What you have to do
Your result should be every line of the records below that contains the word "service".

Data to process
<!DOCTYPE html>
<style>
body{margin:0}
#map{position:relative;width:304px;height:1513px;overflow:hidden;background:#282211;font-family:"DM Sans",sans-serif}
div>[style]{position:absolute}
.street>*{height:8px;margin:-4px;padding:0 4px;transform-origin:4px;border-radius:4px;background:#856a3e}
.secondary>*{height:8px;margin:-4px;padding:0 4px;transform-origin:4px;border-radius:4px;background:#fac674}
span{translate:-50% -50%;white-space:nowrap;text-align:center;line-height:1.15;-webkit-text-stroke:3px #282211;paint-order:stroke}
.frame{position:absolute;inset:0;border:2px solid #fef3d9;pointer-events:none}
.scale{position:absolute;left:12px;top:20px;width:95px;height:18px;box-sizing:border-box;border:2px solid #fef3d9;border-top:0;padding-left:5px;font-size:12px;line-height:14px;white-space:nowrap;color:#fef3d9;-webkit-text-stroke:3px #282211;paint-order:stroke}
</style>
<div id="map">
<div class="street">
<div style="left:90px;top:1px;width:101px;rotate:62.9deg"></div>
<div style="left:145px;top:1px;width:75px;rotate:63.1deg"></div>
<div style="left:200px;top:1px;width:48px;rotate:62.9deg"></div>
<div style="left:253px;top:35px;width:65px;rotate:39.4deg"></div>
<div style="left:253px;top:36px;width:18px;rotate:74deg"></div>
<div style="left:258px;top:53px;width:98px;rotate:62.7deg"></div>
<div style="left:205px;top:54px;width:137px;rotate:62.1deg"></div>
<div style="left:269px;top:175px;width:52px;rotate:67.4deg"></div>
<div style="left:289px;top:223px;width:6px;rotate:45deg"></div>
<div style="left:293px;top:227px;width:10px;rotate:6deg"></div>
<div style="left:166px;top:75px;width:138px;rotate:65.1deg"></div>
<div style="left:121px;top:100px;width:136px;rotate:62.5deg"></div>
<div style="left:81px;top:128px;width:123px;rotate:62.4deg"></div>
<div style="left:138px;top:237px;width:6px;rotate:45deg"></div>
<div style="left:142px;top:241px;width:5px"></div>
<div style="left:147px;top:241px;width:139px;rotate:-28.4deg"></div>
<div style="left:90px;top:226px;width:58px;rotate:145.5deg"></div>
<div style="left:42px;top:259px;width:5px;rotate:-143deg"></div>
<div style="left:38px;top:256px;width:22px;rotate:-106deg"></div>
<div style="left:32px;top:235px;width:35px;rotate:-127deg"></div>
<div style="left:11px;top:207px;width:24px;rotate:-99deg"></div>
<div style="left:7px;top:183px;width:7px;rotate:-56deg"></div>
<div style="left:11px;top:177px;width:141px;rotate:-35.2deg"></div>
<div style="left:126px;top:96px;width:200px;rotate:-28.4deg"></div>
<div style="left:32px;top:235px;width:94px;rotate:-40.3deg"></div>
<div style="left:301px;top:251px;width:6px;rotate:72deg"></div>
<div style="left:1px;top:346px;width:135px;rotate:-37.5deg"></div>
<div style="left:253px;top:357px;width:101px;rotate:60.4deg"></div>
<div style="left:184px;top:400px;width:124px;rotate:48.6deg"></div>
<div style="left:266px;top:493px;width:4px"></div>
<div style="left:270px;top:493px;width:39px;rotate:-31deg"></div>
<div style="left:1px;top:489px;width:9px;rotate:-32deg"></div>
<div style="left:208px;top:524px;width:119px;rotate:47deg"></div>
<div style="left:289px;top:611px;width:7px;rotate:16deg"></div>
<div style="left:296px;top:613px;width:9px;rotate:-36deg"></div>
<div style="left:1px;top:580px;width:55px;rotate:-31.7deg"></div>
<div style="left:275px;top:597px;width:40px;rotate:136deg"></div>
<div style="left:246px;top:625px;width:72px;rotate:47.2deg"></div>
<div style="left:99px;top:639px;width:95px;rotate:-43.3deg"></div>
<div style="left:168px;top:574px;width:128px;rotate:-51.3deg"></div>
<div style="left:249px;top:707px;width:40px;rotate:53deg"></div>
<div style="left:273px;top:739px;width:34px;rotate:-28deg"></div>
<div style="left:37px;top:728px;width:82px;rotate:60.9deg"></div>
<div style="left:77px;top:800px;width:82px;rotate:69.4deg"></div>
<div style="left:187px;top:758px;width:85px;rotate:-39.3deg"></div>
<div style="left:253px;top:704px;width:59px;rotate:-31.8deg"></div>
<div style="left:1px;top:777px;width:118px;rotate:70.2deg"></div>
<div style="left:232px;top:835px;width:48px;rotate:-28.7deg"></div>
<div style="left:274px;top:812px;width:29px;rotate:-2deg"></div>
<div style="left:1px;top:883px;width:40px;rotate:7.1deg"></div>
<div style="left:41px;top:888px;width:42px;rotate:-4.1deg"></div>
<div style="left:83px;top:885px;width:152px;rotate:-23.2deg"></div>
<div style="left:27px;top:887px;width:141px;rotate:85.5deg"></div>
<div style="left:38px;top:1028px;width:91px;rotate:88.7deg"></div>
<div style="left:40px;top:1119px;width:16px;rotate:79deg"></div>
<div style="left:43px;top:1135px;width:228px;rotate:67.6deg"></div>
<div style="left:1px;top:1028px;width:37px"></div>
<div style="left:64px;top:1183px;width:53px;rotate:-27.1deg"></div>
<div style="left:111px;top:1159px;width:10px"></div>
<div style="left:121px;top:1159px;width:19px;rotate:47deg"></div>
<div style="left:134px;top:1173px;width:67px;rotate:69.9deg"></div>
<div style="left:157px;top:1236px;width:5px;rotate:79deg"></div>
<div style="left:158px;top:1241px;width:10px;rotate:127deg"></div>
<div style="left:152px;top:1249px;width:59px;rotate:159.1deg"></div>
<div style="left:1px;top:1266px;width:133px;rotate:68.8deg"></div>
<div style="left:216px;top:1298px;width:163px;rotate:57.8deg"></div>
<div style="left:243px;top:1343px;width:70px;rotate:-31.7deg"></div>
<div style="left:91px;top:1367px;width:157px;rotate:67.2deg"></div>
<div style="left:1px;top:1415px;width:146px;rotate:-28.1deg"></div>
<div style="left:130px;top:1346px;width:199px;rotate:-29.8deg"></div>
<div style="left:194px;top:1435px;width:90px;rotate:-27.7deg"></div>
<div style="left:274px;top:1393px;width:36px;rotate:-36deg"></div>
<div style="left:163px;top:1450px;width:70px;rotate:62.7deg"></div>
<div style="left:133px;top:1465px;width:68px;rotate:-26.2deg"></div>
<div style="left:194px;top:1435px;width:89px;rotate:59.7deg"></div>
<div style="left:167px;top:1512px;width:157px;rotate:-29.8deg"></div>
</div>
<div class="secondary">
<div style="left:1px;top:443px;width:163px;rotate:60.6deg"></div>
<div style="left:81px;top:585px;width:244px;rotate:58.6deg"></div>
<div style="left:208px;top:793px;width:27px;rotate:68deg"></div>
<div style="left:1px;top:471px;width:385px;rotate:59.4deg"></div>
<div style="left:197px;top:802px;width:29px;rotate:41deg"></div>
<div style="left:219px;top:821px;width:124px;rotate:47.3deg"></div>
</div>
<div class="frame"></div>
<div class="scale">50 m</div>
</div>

---

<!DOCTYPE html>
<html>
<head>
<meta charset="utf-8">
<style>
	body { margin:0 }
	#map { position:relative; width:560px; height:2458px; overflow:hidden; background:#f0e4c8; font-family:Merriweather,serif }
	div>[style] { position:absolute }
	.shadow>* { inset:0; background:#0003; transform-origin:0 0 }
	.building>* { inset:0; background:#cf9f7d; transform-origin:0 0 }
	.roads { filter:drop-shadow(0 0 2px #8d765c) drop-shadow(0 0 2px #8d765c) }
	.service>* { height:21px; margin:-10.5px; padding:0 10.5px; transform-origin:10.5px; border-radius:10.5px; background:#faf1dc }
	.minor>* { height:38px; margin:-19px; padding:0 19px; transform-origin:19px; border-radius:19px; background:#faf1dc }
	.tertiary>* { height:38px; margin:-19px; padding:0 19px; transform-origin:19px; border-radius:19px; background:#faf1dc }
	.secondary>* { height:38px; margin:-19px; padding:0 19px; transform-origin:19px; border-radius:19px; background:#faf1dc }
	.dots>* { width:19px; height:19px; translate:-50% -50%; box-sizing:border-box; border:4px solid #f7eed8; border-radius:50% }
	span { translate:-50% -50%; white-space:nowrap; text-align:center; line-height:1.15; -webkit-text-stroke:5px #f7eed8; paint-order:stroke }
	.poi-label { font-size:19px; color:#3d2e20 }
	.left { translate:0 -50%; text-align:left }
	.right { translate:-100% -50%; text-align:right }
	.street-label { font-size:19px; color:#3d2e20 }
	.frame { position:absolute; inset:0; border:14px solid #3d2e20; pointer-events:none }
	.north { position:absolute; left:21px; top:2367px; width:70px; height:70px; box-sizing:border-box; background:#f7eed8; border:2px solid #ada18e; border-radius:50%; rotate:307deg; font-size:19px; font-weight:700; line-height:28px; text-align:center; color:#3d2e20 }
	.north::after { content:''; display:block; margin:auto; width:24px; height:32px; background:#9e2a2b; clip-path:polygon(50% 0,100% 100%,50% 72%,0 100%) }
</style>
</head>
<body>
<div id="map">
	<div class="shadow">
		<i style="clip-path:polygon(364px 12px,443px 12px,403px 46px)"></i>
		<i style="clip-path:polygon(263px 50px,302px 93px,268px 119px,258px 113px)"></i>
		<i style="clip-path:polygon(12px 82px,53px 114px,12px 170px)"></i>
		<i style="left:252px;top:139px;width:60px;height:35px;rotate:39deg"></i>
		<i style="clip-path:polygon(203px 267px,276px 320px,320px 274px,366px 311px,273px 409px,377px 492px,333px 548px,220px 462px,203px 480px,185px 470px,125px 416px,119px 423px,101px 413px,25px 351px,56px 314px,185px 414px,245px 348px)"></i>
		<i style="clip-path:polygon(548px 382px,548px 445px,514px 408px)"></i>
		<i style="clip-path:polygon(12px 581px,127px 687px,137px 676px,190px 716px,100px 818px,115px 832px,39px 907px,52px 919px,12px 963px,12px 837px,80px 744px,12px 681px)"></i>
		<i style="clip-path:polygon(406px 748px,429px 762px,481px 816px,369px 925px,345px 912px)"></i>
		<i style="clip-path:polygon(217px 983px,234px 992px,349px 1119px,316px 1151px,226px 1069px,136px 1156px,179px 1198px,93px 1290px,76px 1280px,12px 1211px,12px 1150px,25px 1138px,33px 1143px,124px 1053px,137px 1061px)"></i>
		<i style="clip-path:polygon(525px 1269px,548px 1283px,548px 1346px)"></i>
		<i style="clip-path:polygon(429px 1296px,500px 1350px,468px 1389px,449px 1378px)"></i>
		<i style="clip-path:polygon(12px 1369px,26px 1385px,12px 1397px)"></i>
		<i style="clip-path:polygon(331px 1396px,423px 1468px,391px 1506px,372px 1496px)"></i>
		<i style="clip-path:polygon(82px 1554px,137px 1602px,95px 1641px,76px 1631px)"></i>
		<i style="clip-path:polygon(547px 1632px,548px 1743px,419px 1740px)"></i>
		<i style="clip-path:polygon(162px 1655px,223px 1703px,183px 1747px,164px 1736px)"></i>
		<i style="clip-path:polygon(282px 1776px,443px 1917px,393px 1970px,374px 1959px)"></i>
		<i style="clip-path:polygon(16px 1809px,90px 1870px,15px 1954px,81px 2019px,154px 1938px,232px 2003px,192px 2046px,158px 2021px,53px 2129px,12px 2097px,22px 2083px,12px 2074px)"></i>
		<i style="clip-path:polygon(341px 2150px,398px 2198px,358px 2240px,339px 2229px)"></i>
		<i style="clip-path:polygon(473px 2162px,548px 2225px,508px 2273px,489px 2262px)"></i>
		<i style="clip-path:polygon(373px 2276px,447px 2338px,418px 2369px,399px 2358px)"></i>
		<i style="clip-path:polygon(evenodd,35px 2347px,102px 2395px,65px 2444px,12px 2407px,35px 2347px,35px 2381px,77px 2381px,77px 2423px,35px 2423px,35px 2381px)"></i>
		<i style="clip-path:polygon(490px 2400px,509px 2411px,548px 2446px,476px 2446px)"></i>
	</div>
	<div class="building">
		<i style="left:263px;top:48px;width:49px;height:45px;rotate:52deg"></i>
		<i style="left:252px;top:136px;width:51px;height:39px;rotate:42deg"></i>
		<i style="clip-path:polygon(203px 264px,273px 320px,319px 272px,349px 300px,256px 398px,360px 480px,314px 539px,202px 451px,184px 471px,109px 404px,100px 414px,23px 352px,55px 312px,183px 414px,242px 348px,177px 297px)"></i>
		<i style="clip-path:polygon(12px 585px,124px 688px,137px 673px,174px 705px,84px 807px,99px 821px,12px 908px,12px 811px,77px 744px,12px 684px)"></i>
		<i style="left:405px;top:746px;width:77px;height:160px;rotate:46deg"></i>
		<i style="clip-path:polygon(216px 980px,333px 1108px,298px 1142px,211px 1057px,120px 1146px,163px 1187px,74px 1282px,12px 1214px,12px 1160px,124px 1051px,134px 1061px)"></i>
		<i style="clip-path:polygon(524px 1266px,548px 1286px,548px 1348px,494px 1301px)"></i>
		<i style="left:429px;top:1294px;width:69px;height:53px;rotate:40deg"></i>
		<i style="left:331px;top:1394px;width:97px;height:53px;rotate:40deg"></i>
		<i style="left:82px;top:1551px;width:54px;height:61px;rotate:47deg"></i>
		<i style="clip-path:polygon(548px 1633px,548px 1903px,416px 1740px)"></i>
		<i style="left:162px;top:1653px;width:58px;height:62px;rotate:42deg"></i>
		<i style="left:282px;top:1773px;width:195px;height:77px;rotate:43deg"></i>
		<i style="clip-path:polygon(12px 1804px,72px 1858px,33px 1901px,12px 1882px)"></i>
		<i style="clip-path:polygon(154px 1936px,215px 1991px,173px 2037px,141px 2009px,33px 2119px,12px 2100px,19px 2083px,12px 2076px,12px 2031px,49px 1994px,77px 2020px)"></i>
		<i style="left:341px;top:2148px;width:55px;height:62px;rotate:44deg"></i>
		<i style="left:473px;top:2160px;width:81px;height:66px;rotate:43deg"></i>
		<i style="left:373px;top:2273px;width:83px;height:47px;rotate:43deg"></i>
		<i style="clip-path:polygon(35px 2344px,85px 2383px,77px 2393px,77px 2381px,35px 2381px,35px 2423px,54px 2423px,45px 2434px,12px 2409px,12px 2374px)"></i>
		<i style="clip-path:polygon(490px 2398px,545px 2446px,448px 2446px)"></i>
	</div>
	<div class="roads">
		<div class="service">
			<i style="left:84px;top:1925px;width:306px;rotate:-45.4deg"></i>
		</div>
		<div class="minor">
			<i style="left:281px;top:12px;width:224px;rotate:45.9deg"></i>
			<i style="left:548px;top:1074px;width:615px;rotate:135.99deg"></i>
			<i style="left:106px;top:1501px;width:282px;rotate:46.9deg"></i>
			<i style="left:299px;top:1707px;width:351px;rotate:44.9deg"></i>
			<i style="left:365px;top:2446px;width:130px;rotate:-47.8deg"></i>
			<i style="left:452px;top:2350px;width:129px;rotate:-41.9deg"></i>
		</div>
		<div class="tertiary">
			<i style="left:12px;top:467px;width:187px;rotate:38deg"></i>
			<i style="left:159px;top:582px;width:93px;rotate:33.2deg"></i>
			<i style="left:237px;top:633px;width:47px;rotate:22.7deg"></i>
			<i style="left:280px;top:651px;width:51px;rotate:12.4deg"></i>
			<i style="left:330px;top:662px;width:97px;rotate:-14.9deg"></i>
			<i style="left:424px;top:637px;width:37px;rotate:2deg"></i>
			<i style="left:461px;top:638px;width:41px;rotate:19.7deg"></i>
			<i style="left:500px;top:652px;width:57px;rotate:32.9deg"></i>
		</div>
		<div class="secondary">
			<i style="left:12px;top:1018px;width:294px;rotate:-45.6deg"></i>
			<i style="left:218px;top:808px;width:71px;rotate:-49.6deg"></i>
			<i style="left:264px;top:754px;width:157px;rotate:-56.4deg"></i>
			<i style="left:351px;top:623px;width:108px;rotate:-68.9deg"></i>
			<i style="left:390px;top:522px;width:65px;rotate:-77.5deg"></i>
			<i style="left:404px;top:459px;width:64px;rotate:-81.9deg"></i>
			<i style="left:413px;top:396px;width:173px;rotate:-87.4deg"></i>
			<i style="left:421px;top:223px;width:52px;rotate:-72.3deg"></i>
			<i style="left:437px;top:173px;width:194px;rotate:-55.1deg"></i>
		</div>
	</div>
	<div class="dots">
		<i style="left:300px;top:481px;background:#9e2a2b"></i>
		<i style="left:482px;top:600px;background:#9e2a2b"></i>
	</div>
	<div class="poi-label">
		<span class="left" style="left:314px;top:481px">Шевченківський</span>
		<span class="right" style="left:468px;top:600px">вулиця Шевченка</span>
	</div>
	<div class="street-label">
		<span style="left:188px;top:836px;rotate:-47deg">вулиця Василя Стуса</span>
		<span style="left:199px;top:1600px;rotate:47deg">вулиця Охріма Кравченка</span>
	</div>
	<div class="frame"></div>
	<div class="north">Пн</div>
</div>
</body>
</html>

Task response
	.service>* { height:21px; margin:-10.5px; padding:0 10.5px; transform-origin:10.5px; border-radius:10.5px; background:#faf1dc }
		<div class="service">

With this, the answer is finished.